Connect with us

Newsdesk

UN Security Council discusses Kashmir- China urges India and Pakistan to ease tensions

Newsroom

Published

on

Women walking past Indian security forces in Srinagar, summer capital of the Indian state of Jammu and Kashmir. Nimisha Jaiswal/IRIN

The Security Council considered the volatile situation surrounding Kashmir on Friday, addressing the issue in a meeting focused solely on the dispute, within the UN body dedicated to resolving matters of international peace and security, for the first time since 1965. 

Although the meeting took place behind closed doors in New York, the Chinese Ambassador, Zhang Jun, spoke to reporters outside the chamber following deliberations, urging both India and Pakistan to “refrain from taking any unilateral action which might further aggravate” what was an already “tense and very dangerous” situation. 

The Indian-administered part of the majority-Muslim region, known as Jammu and Kashmir had its special status within the constitution revoked by the Indian Government on 5 August, placing it under tighter central control.

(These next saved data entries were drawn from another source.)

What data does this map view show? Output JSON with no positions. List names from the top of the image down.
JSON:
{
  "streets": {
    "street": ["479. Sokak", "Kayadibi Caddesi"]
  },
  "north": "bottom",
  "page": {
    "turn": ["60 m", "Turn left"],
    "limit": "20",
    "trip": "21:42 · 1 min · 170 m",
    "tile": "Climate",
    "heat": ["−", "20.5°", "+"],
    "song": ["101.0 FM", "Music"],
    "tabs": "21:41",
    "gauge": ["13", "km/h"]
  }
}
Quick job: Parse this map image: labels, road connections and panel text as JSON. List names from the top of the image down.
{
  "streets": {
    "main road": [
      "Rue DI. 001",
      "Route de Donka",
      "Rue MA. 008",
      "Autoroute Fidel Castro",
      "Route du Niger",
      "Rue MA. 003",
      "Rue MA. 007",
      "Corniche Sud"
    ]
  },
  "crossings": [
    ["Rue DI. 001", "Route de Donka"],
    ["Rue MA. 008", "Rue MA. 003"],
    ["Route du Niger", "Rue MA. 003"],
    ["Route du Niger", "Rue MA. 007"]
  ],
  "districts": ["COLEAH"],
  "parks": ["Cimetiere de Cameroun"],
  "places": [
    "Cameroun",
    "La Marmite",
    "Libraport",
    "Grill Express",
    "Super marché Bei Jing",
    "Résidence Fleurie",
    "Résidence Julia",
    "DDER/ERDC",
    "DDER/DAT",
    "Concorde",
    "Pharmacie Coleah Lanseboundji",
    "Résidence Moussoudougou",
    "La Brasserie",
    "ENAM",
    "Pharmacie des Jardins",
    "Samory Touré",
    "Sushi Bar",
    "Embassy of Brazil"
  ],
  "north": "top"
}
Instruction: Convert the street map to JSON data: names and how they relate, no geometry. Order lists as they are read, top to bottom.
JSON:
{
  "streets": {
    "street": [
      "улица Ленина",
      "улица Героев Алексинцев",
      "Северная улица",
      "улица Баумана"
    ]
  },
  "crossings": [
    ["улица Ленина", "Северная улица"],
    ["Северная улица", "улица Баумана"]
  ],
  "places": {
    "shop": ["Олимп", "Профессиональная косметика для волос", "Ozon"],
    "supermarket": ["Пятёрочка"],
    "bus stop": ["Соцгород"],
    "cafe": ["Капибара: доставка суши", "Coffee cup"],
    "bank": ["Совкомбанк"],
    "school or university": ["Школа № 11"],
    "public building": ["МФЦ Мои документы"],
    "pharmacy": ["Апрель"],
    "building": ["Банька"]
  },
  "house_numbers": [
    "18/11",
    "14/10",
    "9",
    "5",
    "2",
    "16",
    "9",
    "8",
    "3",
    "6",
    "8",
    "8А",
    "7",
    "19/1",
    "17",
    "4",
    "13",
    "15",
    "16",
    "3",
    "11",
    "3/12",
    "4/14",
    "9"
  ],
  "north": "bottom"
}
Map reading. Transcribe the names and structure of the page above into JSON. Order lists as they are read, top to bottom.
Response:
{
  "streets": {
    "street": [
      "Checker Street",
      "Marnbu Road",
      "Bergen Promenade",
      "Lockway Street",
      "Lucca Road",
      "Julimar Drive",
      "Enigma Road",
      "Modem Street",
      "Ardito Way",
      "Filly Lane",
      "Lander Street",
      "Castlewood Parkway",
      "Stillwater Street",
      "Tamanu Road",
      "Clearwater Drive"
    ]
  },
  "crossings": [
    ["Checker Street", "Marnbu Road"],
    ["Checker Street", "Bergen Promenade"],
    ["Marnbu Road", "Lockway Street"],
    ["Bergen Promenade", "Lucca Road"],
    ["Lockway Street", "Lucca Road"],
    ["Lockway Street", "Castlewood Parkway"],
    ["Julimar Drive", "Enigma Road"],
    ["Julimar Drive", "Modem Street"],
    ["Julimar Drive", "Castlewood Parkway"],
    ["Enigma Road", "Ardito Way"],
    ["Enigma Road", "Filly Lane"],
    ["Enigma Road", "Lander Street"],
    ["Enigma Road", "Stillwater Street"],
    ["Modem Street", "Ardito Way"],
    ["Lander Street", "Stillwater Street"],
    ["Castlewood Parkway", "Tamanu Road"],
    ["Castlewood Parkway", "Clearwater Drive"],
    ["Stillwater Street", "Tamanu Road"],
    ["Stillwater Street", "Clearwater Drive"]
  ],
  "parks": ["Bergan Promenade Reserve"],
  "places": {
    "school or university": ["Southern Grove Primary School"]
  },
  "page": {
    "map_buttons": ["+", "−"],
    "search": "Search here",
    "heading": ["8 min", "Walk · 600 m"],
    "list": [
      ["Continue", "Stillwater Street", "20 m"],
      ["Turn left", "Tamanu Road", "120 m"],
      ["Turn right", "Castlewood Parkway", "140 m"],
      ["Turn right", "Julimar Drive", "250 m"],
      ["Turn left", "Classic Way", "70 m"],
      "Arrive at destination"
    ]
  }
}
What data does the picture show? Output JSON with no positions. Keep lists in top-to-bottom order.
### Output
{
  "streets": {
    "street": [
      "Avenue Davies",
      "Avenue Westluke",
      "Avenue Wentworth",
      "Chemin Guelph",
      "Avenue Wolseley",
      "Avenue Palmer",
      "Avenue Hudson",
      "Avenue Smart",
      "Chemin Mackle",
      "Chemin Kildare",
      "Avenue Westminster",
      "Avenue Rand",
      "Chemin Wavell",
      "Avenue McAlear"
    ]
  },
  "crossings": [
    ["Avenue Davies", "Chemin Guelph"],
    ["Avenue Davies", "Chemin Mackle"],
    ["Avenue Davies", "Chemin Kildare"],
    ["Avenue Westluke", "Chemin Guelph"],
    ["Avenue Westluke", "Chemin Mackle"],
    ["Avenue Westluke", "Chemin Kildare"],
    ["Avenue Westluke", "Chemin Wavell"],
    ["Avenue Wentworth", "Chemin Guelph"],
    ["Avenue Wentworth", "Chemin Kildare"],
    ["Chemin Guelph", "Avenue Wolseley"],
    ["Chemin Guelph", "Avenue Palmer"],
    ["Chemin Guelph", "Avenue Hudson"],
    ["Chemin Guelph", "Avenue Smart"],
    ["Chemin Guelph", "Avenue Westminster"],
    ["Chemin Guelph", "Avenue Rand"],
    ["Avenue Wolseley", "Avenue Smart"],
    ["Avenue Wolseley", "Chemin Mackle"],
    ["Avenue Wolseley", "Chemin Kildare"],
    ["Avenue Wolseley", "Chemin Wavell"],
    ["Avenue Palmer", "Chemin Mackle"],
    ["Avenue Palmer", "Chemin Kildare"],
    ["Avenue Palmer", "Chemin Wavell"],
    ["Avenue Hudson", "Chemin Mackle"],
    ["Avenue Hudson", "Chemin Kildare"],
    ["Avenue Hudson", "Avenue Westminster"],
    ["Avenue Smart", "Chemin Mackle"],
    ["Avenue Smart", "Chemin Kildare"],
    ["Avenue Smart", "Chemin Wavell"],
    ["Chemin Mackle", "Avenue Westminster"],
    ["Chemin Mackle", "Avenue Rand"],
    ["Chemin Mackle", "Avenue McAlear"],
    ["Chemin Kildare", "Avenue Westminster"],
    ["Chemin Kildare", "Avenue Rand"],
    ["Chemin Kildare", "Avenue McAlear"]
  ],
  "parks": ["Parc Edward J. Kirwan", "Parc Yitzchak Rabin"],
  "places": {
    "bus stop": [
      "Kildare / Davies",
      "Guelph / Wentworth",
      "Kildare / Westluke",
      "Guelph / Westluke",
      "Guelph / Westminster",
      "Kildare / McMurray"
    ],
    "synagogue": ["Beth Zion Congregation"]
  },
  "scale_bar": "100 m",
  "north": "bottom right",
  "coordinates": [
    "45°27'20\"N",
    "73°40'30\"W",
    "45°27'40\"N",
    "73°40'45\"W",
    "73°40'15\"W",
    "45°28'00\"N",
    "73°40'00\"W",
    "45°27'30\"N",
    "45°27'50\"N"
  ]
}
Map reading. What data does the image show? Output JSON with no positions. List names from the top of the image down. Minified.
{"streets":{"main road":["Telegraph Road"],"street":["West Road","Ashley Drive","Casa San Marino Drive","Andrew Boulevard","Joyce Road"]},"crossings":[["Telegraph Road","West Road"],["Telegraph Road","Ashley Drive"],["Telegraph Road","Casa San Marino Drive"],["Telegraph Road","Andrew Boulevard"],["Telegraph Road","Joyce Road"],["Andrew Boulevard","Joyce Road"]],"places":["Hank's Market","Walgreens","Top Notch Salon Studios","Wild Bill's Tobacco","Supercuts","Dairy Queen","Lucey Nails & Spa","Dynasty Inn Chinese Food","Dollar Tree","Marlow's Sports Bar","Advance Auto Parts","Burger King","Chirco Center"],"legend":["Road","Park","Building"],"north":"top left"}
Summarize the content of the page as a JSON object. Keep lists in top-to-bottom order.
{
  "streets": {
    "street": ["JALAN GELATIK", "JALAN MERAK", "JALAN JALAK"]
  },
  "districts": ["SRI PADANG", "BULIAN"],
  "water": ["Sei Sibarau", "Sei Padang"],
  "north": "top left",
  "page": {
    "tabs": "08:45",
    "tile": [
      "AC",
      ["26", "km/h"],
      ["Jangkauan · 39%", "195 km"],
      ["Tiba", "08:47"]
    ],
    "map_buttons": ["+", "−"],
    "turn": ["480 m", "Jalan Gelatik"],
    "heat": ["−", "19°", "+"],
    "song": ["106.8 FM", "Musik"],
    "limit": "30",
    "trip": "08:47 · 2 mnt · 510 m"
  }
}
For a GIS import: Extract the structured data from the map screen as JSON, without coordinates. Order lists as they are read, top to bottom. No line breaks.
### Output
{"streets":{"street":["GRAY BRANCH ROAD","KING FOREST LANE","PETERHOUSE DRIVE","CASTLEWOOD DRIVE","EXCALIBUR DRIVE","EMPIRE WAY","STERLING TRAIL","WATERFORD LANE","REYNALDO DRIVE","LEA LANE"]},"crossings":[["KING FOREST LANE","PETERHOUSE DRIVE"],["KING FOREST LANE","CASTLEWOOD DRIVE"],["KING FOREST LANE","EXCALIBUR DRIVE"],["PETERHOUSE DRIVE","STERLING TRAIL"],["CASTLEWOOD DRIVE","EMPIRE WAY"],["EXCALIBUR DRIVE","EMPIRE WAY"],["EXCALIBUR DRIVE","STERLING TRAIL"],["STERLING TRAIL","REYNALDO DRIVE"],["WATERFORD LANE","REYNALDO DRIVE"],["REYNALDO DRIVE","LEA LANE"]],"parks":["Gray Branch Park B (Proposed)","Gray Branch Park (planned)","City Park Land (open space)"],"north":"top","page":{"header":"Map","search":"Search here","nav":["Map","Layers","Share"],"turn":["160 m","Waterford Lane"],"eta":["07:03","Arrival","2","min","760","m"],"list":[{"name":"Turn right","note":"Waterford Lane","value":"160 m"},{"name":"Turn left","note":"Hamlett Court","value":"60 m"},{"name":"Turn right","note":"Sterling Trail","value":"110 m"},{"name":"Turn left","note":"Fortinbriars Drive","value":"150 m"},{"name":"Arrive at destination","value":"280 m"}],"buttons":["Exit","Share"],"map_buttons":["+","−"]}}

Pakistan has argued that the move violates international law. 

The UN has long maintained an institutional presence in the contested area, which both countries claim in its entirety, with the areas under separate administration, divided by a so-called Line of Control. The UN Military Observer Group in Indian and Pakistan (UNMOGIP) observes and reports on any ceasefire violations.  

In a statement issued on 8 August, UN Secretary-General António Guterres said he had been following the situation in Jammu and Kashmir “with concern”, making an appeal for “maximum restraint”.  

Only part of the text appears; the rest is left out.